#### Goal of the exercise
Before printing, remove every picture; then print the lines below exactly, from the first line through the line containing "Annotation task. Build".

#### Entries shown
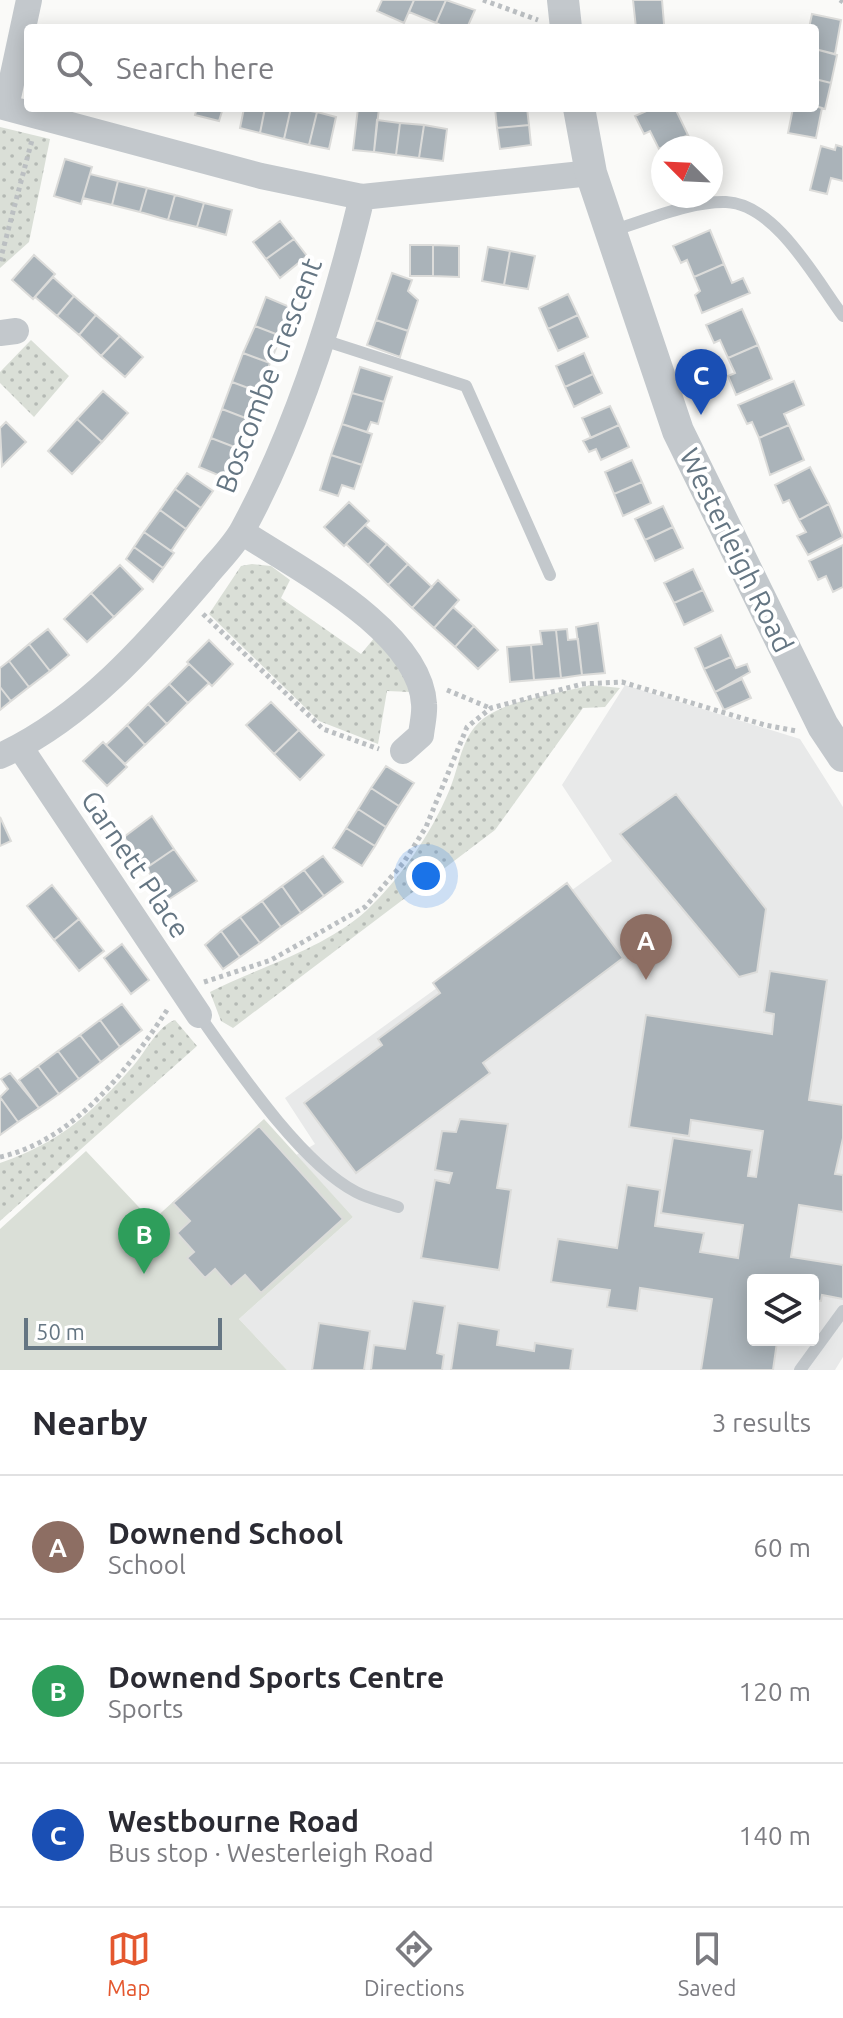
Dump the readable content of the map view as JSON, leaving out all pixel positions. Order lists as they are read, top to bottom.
{
  "streets": {
    "street": ["Boscombe Crescent", "Westerleigh Road", "Garnett Place"]
  },
  "crossings": [
    ["Boscombe Crescent", "Garnett Place"]
  ],
  "scale_bar": "50 m",
  "north": "top left",
  "page": {
    "search": "Search here",
    "pins": ["C", "A", "B"],
    "scale": "50 m",
    "heading": ["Nearby", "3 results"],
    "list": [
      {
        "mark": "A",
        "name": "Downend School",
        "note": "School",
        "value": "60 m"
      },
      {
        "mark": "B",
        "name": "Downend Sports Centre",
        "note": "Sports",
        "value": "120 m"
      },
      {
        "mark": "C",
        "name": "Westbourne Road",
        "note": "Bus stop · Westerleigh Road",
        "value": "140 m"
      }
    ],
    "nav": ["Map", "Directions", "Saved"]
  }
}
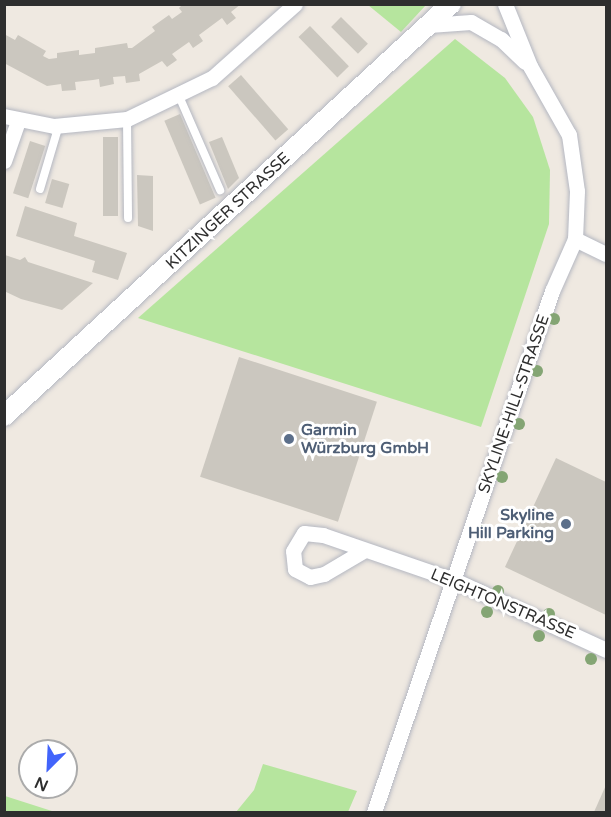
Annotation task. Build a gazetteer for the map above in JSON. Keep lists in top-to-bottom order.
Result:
{
  "streets": {
    "street": ["KITZINGER STRASSE", "SKYLINE-HILL-STRASSE", "LEIGHTONSTRASSE"]
  },
  "crossings": [
    ["KITZINGER STRASSE", "SKYLINE-HILL-STRASSE"],
    ["SKYLINE-HILL-STRASSE", "LEIGHTONSTRASSE"]
  ],
  "places": ["Garmin Würzburg GmbH", "Skyline Hill Parking"],
  "north": "bottom left"
}
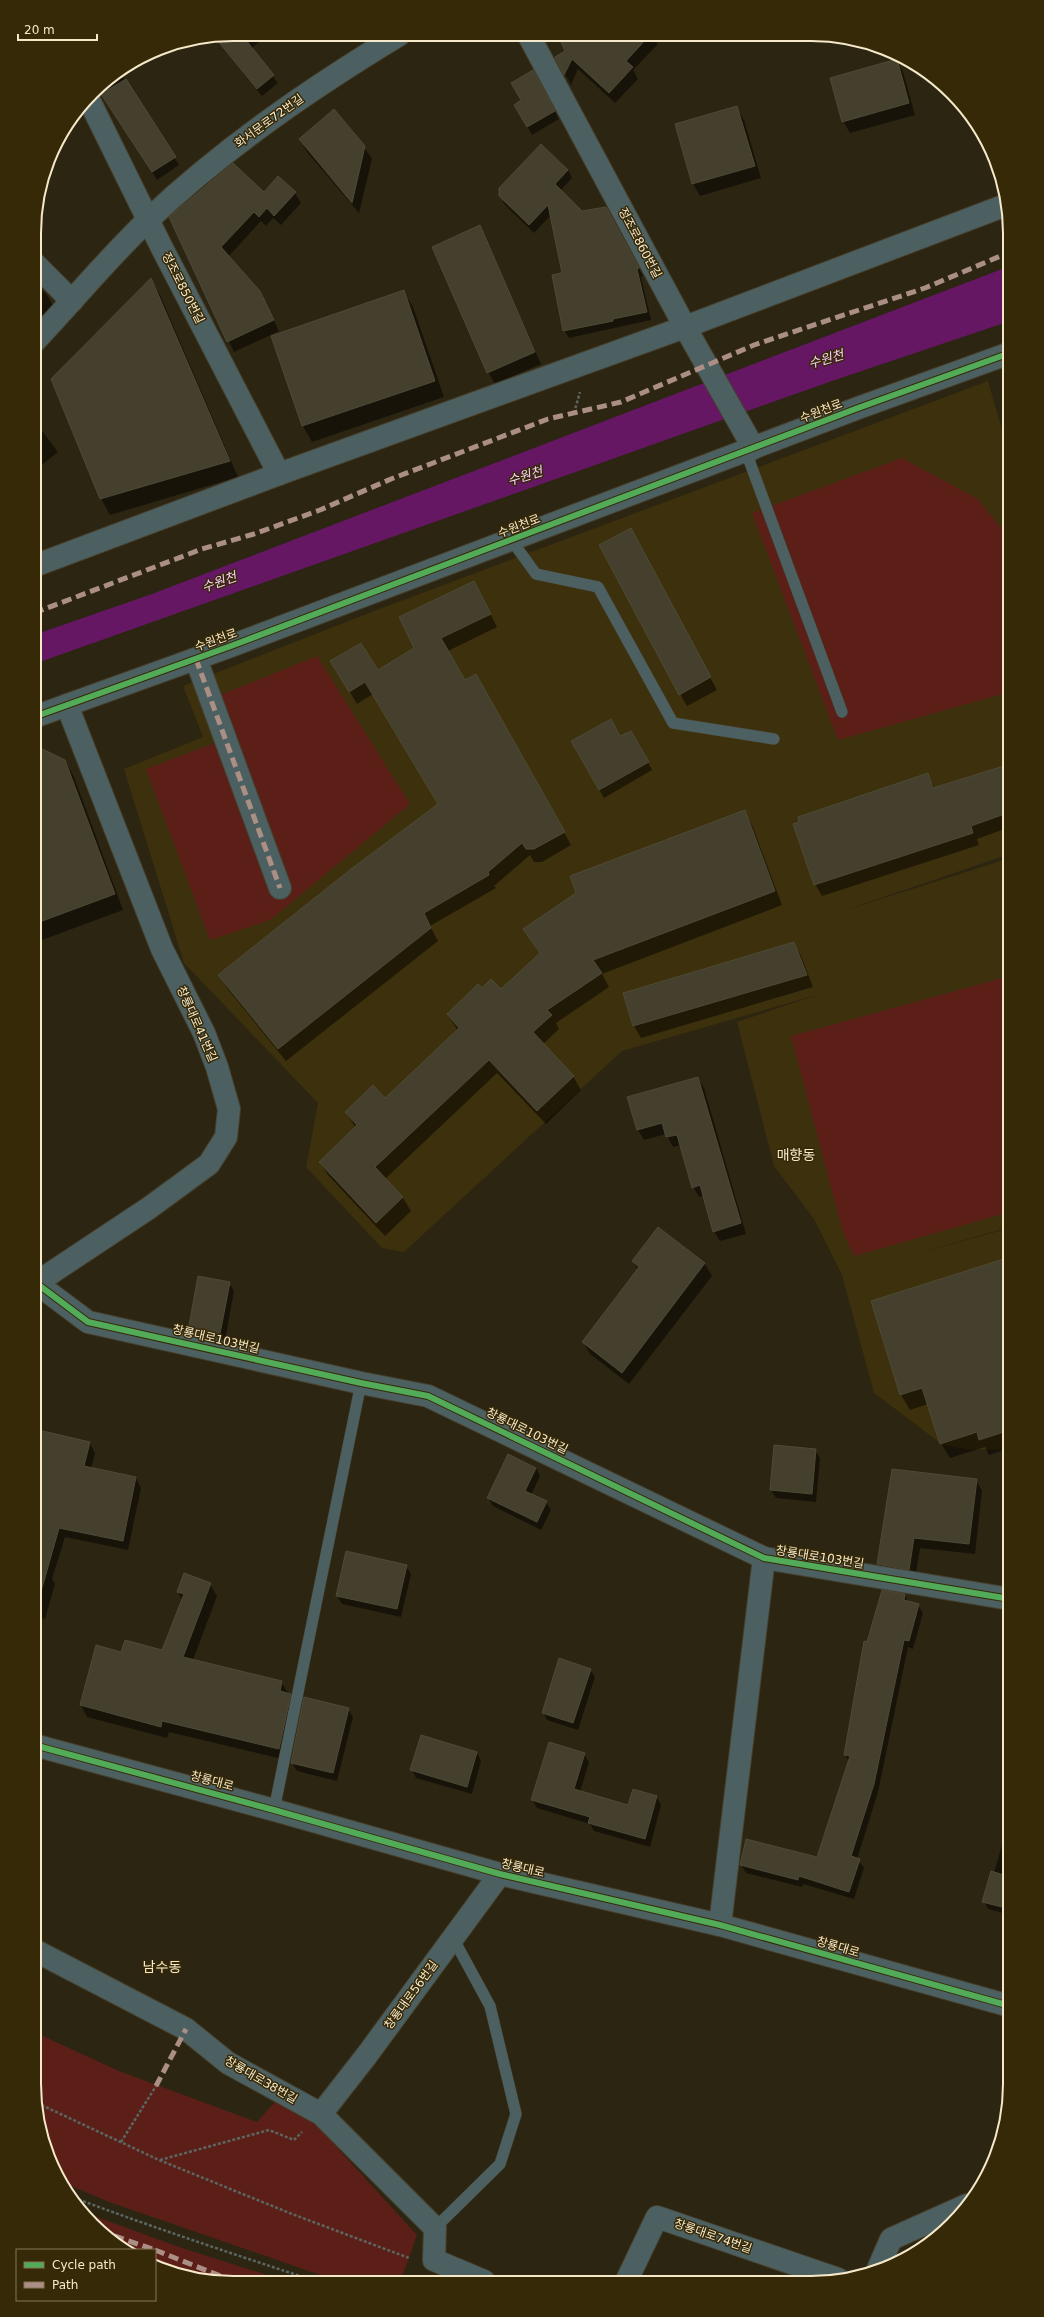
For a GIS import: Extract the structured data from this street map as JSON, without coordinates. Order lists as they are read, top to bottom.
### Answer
{
  "streets": {
    "street": [
      "화서문로72번길",
      "정조로860번길",
      "정조로850번길",
      "수원천로",
      "창룡대로41번길",
      "창룡대로103번길",
      "창룡대로",
      "창룡대로56번길",
      "창룡대로38번길",
      "창룡대로74번길"
    ]
  },
  "crossings": [
    ["화서문로72번길", "정조로850번길"],
    ["정조로860번길", "수원천로"],
    ["수원천로", "창룡대로41번길"],
    ["창룡대로", "창룡대로56번길"],
    ["창룡대로56번길", "창룡대로38번길"]
  ],
  "districts": ["매향동", "남수동"],
  "water": ["수원천"],
  "legend": ["Cycle path", "Path"],
  "scale_bar": "20 m"
}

#### Response to this exercise
Dump the readable content of the map view as JSON, leaving out all pixel positions. Order lists as they are read, top to bottom.
{
  "streets": {
    "street": ["Boscombe Crescent", "Westerleigh Road", "Garnett Place"]
  },
  "crossings": [
    ["Boscombe Crescent", "Garnett Place"]
  ],
  "scale_bar": "50 m",
  "north": "top left",
  "page": {
    "search": "Search here",
    "pins": ["C", "A", "B"],
    "scale": "50 m",
    "heading": ["Nearby", "3 results"],
    "list": [
      {
        "mark": "A",
        "name": "Downend School",
        "note": "School",
        "value": "60 m"
      },
      {
        "mark": "B",
        "name": "Downend Sports Centre",
        "note": "Sports",
        "value": "120 m"
      },
      {
        "mark": "C",
        "name": "Westbourne Road",
        "note": "Bus stop · Westerleigh Road",
        "value": "140 m"
      }
    ],
    "nav": ["Map", "Directions", "Saved"]
  }
}
Annotation task. Build a gazetteer for the map above in JSON. Keep lists in top-to-bottom order.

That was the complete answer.